Hoy quiero escribir una canción. Hoy quiero
escribir un presagio, una oportunidad, una duda, un… no sé. Hoy quiero escribir
algo, sin saber qué, sin decidirme por. Hoy quiero escribir, pero me asalta la
incertidumbre de saber si soy capaz de hacerlo, de conmover, de acariciar, de
embellecer. Hoy quiero querer. Hoy quiero que la nieve caiga de la hoja bambú
por la tensión cumplida. Hoy quiero que el sol caliente y a la vez ilumine, y a
la vez se apague, y a la vez se equivoque y no salga. Hoy quiero que la luna lo
mire y se ría de él. Hoy quiero que los barcos suban montañas y que los leones
coman peces, pero no soy capaz de escribirlo. Hoy quiero que las luciérnagas
reconozcan sus pecados delante de un confesionario repleto de mujeres desnudas
y que los curas saquen a pasear a sus caniches con bozal. Hoy quiero que las
gotas de lluvia sobre el cristal de los coches sean de miel y que los cafés de
la mañana se endulcen con sal. Hoy quiero malgastar las horas para arrepentirme
y que la cocacola sea blanca. Algodones
de azúcar, eso es lo que quiero hoy, de azúcar rosa como un vestido de
marioneta-princesa en la función de las ocho. Hoy quiero que las nubes se metan
en mi casa y que yo las invite a almorzar. Hoy quiero que sean ellas las que
frieguen los platos y que después se fumen un puro paraguayo en el sofá del
salón, mientras tomamos tequila con salsa de arándanos y vemos una película de
Buster Keaton. Hoy quiero que the movie
sea en tres dimensiones de tecnicolor y que cuando el tren vaya a atropellar al
marinero encorvado que se quiere suicidar, los plomos se hagan añicos en la
caja de luz. Hoy quiero seguir escribiendo y que, de una vez, las mariposas
muevan mis dedos sobre el teclado de este PC o Puta Computadora.
Hoy quiero seguir hablando de si en verdad (o no)
existen las fábricas de nubes donde se fabrican los sueños, de las maravillosas
aventuras de Chula Puñales, del Loko y de mi Primo, de por qué bebo Ron Pálido.
Hoy quiero hablar irremediablemente del viaje que tenemos hacia el Sitio.
Pero no
soy capaz de hacerlo. Me faltan fábricas de nubes que conocer para entender el
mundo o nubes de otros planetas. Voy en busca de ellas.

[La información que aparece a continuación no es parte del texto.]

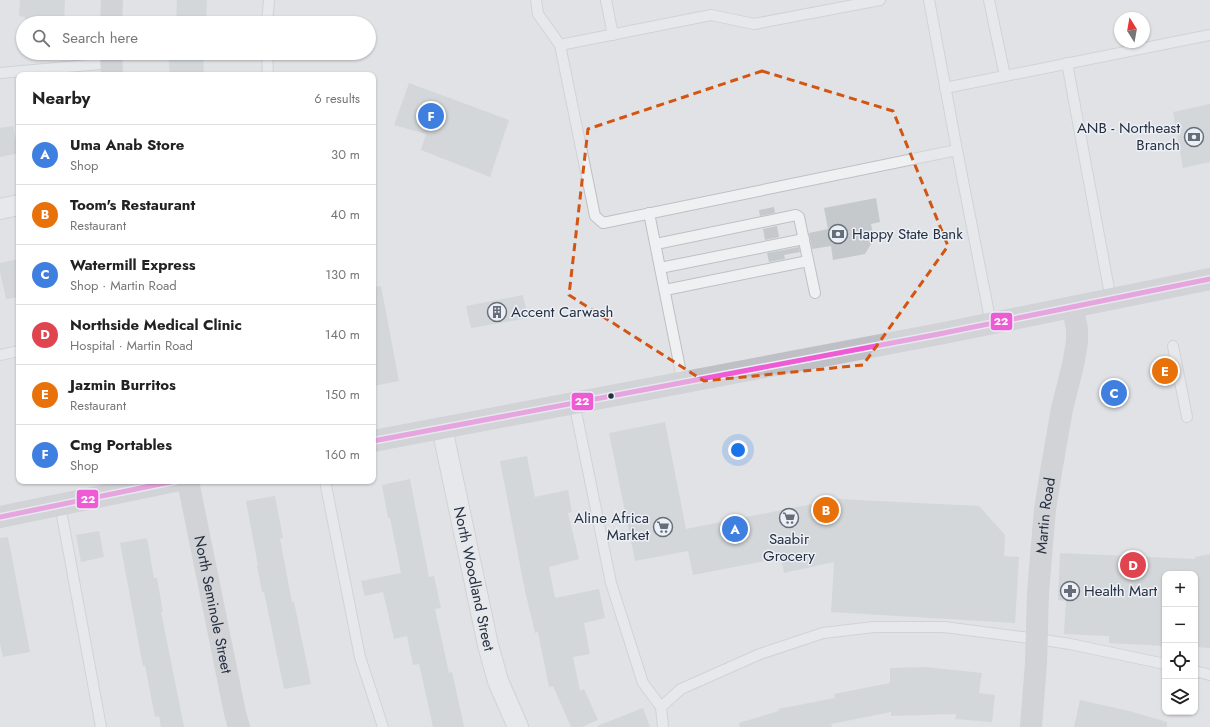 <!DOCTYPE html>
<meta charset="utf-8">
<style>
:root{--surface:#fff;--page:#f2f2f2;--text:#222;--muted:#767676;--line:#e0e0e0;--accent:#666e7a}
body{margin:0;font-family:Jost,sans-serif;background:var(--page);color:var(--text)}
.controls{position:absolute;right:12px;bottom:12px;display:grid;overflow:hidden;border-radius:8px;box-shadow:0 1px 3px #0004}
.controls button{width:36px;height:36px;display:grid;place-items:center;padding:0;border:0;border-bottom:1px solid var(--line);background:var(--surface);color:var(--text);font:20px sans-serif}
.compass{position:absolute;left:1114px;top:12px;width:36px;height:36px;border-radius:50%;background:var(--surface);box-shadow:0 1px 3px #0004;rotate:349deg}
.you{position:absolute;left:738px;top:450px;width:14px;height:14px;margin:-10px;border:3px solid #fff;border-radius:50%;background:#1a73e8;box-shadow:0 0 0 6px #1a73e833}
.badge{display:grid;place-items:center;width:26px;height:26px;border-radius:50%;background:var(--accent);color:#fff;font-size:13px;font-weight:700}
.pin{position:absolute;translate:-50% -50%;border:2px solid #fff;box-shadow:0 1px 4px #0006}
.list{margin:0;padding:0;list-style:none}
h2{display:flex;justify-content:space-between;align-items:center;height:52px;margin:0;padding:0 16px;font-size:17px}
h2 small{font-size:13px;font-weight:400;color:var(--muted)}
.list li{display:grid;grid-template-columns:26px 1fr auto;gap:12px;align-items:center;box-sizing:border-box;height:60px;padding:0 16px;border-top:1px solid var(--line)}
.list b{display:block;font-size:15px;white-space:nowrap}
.list p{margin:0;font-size:13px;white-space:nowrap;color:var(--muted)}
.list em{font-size:13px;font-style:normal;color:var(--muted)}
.icon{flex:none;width:22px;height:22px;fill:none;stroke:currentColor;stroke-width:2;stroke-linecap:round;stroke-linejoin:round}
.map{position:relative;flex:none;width:1210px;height:727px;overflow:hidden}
.search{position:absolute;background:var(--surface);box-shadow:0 1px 3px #0004;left:16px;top:16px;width:360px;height:44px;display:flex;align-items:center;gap:10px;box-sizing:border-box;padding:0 14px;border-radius:22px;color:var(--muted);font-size:15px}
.panel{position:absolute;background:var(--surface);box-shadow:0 1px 3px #0004;left:16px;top:72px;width:360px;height:412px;border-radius:8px}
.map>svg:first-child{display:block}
</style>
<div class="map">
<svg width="1210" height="727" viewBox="0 0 1210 727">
<rect width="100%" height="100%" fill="#e0e2e5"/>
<g fill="#c5c9cc">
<polygon points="20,0 65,0 64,19 54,19 54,23 25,23 25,17 19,16"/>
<polygon points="177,0 207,0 206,23 176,23"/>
<polygon points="168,53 194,53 195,57 203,57 204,75 170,75"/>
<polygon points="409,83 509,120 490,177 421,150 426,134 394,125"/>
<polygon points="1210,104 1210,162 1183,168 1173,112"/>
<polygon points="13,126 19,153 0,157 0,128"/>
<polygon points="876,198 880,222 871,224 874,239 865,254 833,260 831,246 812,249 809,233 828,229 824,208"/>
<polygon points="774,207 775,213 760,216 759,210"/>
<polygon points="777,226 779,237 765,240 763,229"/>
<polygon points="799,247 800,252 784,255 785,259 769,262 767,253"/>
<polygon points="19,259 19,297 6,299 0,272 0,263"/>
<polygon points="381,286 399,381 373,386 373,287"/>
<polygon points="523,295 528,318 471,328 466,306"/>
<polygon points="1169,359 1173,382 1159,384 1155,362"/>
<polygon points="665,422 686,529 838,499 979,506 1005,535 1004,556 1019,557 1015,623 831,612 834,562 784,573 781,558 693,575 688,551 635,561 609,433"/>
<polygon points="527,456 535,497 568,490 572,512 568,513 579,559 549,567 555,598 599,589 605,618 584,623 590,654 573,657 580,691 584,689 598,720 582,727 571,727 553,686 549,687 538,632 535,633 525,591 500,461"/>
<polygon points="410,479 429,577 434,576 441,608 435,609 449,673 452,672 464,727 433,727 419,664 413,665 407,636 394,639 383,592 365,596 361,581 401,573 390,518 388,518 382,485"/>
<polygon points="275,496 283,538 280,539 292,602 294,602 311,684 284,689 264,592 262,592 257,566 258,566 246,501"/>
<polygon points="99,531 104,557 81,562 76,535"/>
<polygon points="8,537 30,652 3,657 0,644 0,538"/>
<polygon points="147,538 154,578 157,578 163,612 161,612 184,727 161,727 159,716 155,717 145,666 143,666 120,543"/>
<polygon points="1060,553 1195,559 1195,557 1210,554 1210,648 1195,647 1195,574 1165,574 1165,646 1109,643 1109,636 1064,634 1066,601 1058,600"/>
<polygon points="926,667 982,673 979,693 995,695 992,722 955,719 956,714 891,716 891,712 831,724 832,727 740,727 739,723 779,711 778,709 835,698 834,694 890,683 890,668"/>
<polygon points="1080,700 1129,711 1167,722 1167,727 1074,727"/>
<polygon points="643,708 650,727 598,727 597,726"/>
</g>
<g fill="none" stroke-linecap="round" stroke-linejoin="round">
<defs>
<g id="lane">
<polyline points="536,0 538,14 560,45 595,216 603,223 957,150 929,0"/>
<polyline points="606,0 613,35"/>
<polyline points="989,0 1005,76"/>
<polyline points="267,23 269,0"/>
<polyline points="560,45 711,15 754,24 880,0"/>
<polyline points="267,53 268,75"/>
<polyline points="1067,63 1111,300"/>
<polyline points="0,73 111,63"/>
<polyline points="945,88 1210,35"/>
<polyline points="957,150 991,324"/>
<polyline points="649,213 683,383"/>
<polyline points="656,244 796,215 799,217 815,293"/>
<polyline points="660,268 804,239"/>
<polyline points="665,290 808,261"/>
<polyline points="1173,346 1187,417"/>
<polyline points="0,355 19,351"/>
<polyline points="574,402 611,583 643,683 661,707"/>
<polyline points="325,481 360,657 383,727"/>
<polyline points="60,505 101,727"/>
<polyline points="1195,671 1210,675"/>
<polyline points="663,727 661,707 681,689 760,654 823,633 874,627 944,627 1037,639 1070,644 1165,664"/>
</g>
<g id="street">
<polyline points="0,209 19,205"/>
<path id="s1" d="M442,428l46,217 10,36 20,46"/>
</g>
</defs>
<use href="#lane" stroke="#bec0c3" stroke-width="12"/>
<use href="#street" stroke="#bec0c3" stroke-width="22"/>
<use href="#lane" stroke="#eff0f2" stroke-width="10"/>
<use href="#street" stroke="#eff0f2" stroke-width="20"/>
<g stroke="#bec0c6" stroke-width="22">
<polyline points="111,23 112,0"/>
<polyline points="111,53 112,75"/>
<polyline points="373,441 939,334 1210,279"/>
<path id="s2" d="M188,481l47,232 4,14"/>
<polyline points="0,517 175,481"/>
<path id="s3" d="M1031,727l5,-64 2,-70 7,-84 7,-43 10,-57 11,-44 4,-23v-13l-4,-21"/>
</g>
<defs>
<g id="bus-1">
<polyline points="373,441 939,334 1210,279"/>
<polyline points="0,517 175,481"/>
</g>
</defs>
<use href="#bus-1" stroke="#ecf0f6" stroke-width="8"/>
<use href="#bus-1" stroke="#ee5bd4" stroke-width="5"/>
</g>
<path d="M0 0H1210V727H0ZM762,71l131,40 55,135 -85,119 -159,16 -135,-86 19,-166z" fill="#e0e2e5" fill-opacity=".55" fill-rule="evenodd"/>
<path fill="none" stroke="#d45511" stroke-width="3" stroke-dasharray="8 5" stroke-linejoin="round" d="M762,71l131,40 55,135 -85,119 -159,16 -135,-86 19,-166z"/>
<defs>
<symbol id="bank-ring" viewBox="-11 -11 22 22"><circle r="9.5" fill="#ecf0f6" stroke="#666e7a" stroke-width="1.5"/><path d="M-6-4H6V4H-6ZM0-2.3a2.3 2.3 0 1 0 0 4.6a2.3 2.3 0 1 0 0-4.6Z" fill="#666e7a"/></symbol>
<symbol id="building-ring" viewBox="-11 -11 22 22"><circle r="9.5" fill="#ecf0f6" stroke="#666e7a" stroke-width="1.5"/><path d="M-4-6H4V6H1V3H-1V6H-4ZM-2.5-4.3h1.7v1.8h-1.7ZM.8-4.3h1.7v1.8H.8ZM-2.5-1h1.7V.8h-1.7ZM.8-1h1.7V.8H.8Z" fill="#666e7a"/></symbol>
<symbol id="supermarket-ring" viewBox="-11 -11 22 22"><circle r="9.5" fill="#ecf0f6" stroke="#666e7a" stroke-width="1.5"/><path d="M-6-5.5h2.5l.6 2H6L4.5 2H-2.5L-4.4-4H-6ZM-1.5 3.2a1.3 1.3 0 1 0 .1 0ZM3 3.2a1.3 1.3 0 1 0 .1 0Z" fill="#666e7a"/></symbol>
<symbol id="pharmacy-ring" viewBox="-11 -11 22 22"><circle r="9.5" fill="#ecf0f6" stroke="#666e7a" stroke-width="1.5"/><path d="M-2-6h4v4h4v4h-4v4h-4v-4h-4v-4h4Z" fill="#666e7a"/></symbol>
</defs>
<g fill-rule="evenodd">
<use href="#bank-ring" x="1183" y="126" width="22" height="22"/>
<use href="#bank-ring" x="827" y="223" width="22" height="22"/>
<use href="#building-ring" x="486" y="301" width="22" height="22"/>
<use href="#supermarket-ring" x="778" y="507" width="22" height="22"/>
<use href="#supermarket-ring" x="652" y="516" width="22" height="22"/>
<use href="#pharmacy-ring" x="1059" y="580" width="22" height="22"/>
</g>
<circle fill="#252f40" stroke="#ecf0f6" stroke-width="1.5" cx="611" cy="396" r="3.5"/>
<g text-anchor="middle" stroke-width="3" stroke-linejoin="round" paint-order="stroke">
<g font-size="15" fill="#252f40" stroke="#ecf0f6" text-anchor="start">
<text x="1180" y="133" text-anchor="end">ANB - Northeast<tspan x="1180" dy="17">Branch</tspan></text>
<text x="852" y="239">Happy State Bank</text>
<text x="511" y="317">Accent Carwash</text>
<text x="649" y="523" text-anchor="end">Aline Africa<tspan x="649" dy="17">Market</tspan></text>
<text x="789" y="544" text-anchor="middle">Saabir<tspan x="789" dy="17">Grocery</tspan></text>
<text x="1084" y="596">Health Mart</text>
</g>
<g font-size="15" fill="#252f40" stroke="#ecf0f6">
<text dy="5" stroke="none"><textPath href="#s3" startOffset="212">Martin Road</textPath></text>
<text dy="5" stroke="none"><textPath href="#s1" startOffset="154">North Woodland Street</textPath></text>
<text dy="5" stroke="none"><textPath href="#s2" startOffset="126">North Seminole Street</textPath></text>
</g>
</g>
<g stroke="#ecf0f6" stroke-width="1.5">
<rect x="990" y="312" width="23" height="19" rx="4" fill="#ee5bd4"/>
<rect x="571" y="392" width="23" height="19" rx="4" fill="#ee5bd4"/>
<rect x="76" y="489" width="23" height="20" rx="4" fill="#ee5bd4"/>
</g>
<g font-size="11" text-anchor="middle" font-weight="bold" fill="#fff">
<text x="1001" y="325">22</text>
<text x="582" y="405">22</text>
<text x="88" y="503">22</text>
</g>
</svg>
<div class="controls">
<button>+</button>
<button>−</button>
<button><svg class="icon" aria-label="locate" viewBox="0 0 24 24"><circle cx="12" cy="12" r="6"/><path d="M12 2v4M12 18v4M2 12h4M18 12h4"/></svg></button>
<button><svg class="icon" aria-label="layers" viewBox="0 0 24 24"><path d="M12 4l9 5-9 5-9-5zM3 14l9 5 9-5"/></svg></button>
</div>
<svg class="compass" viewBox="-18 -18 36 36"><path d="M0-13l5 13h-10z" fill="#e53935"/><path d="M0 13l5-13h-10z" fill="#767676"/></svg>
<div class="you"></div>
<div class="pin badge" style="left:735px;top:529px;background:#3f7fe0">A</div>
<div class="pin badge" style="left:826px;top:510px;background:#e8710a">B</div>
<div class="pin badge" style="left:1114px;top:393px;background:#3f7fe0">C</div>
<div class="pin badge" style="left:1133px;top:565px;background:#e0444e">D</div>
<div class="pin badge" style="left:1165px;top:371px;background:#e8710a">E</div>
<div class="pin badge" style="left:431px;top:116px;background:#3f7fe0">F</div>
<div class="search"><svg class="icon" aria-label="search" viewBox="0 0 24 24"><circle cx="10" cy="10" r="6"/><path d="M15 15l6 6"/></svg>Search here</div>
<section class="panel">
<h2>Nearby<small>6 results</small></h2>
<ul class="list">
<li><span class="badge" style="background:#3f7fe0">A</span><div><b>Uma Anab Store</b><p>Shop</p></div><em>30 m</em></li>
<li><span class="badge" style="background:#e8710a">B</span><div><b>Toom's Restaurant</b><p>Restaurant</p></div><em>40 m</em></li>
<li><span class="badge" style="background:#3f7fe0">C</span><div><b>Watermill Express</b><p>Shop · Martin Road</p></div><em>130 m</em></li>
<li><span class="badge" style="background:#e0444e">D</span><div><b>Northside Medical Clinic</b><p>Hospital · Martin Road</p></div><em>140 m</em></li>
<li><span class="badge" style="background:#e8710a">E</span><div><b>Jazmin Burritos</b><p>Restaurant</p></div><em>150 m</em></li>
<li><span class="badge" style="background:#3f7fe0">F</span><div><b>Cmg Portables</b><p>Shop</p></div><em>160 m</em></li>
</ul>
</section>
</div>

Aquella noche en Artillero, llegué hasta aquella playa oscura que me ponía en
el camino recto hacia mi fábrica de nubes, según me había aconsejado Felipe,
pero también a la espera de mi primera mordedura para por fin encontrar mi
desobediencia.
Las olas de Artillero me dieron un último empujón del mar. Fueron diez, quince segundos a lo sumo de descanso. Cuando el aire entraba por fin directo en mis pulmones, casi sin peldaños de ahogo en cada respiración, un fogonazo de luz intensa me cegó.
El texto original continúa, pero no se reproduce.